EXERCISE MATERIALS:

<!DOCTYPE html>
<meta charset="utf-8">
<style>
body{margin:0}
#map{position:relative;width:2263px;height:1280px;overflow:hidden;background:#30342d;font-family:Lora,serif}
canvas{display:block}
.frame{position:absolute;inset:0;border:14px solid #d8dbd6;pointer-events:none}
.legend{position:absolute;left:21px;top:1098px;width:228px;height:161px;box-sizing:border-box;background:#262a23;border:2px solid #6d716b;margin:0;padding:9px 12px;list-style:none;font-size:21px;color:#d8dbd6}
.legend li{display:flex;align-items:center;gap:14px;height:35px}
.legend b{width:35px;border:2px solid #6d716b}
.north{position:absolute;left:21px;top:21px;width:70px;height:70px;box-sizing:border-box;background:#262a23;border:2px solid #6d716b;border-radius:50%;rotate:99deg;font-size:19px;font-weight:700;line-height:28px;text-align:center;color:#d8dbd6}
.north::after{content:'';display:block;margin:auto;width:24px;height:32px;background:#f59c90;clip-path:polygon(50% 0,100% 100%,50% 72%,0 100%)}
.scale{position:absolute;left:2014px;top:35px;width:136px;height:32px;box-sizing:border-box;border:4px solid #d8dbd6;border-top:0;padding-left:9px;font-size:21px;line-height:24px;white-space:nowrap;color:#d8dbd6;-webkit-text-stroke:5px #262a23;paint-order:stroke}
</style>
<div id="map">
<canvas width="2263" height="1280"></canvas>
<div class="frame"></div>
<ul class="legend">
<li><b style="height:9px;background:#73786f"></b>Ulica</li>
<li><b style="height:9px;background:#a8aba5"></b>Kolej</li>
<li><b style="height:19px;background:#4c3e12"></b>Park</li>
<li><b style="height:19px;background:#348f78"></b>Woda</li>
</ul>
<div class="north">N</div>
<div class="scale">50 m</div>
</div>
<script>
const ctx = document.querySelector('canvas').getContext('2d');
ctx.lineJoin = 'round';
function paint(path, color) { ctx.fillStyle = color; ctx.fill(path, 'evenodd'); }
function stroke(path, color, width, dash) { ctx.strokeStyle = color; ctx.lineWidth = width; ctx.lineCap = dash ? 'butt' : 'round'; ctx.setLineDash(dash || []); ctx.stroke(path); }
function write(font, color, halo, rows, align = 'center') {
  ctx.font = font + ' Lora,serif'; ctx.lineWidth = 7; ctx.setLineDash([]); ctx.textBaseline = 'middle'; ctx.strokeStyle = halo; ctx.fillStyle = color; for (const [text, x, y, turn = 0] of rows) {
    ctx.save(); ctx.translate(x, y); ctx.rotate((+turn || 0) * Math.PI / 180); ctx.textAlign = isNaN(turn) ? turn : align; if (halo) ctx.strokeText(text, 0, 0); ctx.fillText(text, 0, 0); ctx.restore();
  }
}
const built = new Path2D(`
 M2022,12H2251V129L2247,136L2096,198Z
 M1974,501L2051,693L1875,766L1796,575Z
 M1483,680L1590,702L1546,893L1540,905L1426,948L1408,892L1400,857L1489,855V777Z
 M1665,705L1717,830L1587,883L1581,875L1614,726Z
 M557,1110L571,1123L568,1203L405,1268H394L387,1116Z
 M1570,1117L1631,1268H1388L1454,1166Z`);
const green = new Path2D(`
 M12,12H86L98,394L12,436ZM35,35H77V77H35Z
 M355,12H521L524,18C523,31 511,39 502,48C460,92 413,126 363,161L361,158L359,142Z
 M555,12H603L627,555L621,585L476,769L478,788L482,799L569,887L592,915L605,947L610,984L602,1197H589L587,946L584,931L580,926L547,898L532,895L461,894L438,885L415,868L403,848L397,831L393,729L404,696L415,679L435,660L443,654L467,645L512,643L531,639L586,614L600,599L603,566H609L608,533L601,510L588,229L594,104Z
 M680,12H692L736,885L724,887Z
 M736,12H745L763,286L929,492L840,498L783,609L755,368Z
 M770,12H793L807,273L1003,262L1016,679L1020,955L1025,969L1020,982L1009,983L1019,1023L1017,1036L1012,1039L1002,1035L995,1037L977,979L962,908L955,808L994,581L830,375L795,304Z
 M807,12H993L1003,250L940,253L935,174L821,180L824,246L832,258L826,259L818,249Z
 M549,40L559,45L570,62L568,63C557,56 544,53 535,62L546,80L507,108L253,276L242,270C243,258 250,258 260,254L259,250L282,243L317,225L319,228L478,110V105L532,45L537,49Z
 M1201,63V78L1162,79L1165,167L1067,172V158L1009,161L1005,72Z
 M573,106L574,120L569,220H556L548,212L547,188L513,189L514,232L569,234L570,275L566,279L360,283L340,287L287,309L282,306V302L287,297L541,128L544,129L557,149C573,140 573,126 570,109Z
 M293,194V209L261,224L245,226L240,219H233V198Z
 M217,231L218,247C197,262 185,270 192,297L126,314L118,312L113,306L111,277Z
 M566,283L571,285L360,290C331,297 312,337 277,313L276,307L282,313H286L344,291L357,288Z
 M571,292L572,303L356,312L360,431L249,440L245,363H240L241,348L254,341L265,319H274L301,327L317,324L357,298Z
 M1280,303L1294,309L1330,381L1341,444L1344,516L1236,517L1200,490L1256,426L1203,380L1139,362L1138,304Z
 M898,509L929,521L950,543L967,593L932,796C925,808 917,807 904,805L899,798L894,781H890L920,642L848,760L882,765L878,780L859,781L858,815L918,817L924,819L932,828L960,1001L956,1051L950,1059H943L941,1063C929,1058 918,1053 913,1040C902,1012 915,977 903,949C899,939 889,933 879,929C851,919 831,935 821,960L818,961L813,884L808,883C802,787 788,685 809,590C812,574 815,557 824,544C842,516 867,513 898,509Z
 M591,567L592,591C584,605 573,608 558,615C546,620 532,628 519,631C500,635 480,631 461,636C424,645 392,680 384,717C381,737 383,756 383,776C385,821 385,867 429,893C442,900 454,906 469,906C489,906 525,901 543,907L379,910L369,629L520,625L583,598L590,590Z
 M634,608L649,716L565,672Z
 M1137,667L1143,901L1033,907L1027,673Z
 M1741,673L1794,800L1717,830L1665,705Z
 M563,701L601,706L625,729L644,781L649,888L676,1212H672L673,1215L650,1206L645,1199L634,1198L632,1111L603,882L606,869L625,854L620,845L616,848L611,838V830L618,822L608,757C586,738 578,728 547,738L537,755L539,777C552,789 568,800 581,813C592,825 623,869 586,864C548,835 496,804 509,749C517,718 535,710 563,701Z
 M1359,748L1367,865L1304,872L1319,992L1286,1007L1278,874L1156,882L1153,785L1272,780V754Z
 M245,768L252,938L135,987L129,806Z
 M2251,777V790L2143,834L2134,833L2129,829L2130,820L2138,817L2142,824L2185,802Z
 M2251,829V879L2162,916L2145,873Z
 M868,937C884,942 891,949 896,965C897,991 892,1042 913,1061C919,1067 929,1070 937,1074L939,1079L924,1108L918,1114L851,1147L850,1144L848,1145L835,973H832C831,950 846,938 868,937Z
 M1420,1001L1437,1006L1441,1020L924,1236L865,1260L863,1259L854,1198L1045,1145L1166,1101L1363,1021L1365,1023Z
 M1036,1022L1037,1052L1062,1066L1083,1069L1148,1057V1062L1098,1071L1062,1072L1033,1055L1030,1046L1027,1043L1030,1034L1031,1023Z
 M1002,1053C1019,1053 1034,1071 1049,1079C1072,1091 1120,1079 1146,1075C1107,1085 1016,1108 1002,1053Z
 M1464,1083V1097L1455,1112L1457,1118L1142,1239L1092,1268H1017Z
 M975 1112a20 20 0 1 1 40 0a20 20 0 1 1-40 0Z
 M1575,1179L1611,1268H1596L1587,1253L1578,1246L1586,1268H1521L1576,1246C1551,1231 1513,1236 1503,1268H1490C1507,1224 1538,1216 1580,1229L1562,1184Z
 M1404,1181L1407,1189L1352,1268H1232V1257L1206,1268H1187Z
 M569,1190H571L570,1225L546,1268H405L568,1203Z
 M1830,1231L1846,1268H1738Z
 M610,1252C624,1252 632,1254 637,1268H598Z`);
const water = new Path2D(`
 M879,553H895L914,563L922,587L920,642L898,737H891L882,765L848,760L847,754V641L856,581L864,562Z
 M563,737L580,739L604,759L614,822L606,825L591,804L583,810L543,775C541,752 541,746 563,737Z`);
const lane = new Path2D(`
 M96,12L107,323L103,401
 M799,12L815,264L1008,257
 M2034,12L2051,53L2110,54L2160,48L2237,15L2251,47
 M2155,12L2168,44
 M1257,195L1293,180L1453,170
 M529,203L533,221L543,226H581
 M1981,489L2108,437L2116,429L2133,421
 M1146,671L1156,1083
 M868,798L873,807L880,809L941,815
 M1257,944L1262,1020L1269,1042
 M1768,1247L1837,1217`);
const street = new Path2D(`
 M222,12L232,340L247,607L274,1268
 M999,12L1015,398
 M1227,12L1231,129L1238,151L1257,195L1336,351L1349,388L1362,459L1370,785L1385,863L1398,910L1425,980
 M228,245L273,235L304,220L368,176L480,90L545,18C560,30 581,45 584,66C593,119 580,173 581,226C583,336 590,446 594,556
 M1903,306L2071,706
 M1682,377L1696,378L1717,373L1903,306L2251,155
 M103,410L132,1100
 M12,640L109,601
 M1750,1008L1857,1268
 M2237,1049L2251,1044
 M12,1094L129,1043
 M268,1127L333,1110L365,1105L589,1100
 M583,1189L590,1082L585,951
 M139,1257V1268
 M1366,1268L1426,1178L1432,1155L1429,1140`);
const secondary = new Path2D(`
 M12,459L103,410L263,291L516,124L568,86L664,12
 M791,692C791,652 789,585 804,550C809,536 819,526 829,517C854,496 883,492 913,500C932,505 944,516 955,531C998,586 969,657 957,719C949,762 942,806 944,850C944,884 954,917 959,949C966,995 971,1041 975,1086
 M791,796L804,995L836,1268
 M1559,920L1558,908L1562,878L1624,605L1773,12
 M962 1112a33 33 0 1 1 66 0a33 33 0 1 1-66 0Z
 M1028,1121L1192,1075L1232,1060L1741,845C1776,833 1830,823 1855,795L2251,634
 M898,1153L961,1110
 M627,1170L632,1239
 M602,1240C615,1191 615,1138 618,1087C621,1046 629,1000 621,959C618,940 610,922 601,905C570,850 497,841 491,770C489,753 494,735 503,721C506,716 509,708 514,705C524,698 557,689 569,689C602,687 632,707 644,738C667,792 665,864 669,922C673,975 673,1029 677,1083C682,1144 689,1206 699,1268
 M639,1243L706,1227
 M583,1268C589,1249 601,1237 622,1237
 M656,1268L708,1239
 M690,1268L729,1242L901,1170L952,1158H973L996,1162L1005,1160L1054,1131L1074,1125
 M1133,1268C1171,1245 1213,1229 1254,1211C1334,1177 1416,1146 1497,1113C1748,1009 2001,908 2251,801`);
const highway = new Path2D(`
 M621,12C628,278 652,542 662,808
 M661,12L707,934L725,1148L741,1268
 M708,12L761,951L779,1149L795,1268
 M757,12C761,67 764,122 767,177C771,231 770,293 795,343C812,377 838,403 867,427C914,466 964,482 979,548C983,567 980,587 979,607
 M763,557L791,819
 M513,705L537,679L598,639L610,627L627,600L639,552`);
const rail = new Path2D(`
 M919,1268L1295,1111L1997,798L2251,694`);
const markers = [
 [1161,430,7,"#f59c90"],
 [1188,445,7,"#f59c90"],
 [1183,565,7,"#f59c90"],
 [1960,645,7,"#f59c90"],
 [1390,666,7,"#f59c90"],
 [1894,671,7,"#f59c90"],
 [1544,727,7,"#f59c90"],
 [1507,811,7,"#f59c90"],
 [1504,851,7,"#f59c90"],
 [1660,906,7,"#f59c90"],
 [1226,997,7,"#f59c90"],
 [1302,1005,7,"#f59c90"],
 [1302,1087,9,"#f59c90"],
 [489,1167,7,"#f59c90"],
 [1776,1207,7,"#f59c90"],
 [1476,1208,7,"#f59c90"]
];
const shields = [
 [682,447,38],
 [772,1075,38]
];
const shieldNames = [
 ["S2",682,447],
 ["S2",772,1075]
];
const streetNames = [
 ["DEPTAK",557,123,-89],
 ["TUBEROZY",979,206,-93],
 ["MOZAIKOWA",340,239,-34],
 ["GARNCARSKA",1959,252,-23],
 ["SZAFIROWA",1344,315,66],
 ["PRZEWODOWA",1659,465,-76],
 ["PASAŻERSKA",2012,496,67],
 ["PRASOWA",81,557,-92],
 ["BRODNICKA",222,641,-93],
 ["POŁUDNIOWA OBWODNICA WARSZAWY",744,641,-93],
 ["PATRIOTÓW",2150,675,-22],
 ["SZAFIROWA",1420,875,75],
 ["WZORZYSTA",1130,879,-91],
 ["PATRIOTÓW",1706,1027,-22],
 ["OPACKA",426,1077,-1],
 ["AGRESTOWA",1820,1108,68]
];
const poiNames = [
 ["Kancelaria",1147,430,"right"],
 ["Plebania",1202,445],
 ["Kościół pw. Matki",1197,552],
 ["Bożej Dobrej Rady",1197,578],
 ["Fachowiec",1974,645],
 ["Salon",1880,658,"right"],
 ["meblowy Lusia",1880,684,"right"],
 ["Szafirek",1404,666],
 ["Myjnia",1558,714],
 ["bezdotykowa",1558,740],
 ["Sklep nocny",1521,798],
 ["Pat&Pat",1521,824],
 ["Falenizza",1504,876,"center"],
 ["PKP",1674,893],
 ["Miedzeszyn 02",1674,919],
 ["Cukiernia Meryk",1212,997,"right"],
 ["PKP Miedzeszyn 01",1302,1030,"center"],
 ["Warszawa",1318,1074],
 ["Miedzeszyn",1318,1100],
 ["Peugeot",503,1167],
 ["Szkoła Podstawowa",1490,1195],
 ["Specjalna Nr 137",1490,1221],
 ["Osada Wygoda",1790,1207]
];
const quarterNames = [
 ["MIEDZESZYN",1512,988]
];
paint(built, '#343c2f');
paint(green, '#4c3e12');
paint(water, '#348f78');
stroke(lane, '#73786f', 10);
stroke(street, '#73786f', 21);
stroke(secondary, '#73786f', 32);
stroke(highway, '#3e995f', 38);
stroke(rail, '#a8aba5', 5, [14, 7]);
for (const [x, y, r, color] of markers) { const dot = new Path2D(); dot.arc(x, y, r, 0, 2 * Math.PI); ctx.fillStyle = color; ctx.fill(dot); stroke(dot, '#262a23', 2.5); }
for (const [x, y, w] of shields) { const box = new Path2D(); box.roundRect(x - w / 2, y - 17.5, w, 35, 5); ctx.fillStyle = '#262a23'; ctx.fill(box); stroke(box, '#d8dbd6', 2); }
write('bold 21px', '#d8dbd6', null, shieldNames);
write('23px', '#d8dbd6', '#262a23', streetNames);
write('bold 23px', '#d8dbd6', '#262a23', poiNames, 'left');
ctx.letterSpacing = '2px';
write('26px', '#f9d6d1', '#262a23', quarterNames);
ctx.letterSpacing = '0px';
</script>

TASK ITEM: What belongs in the answer is each line of the listing that contains the word "turn".

ANSWER FOR THIS EXERCISE:
  ctx.font = font + ' Lora,serif'; ctx.lineWidth = 7; ctx.setLineDash([]); ctx.textBaseline = 'middle'; ctx.strokeStyle = halo; ctx.fillStyle = color; for (const [text, x, y, turn = 0] of rows) {
    ctx.save(); ctx.translate(x, y); ctx.rotate((+turn || 0) * Math.PI / 180); ctx.textAlign = isNaN(turn) ? turn : align; if (halo) ctx.strokeText(text, 0, 0); ctx.fillText(text, 0, 0); ctx.restore();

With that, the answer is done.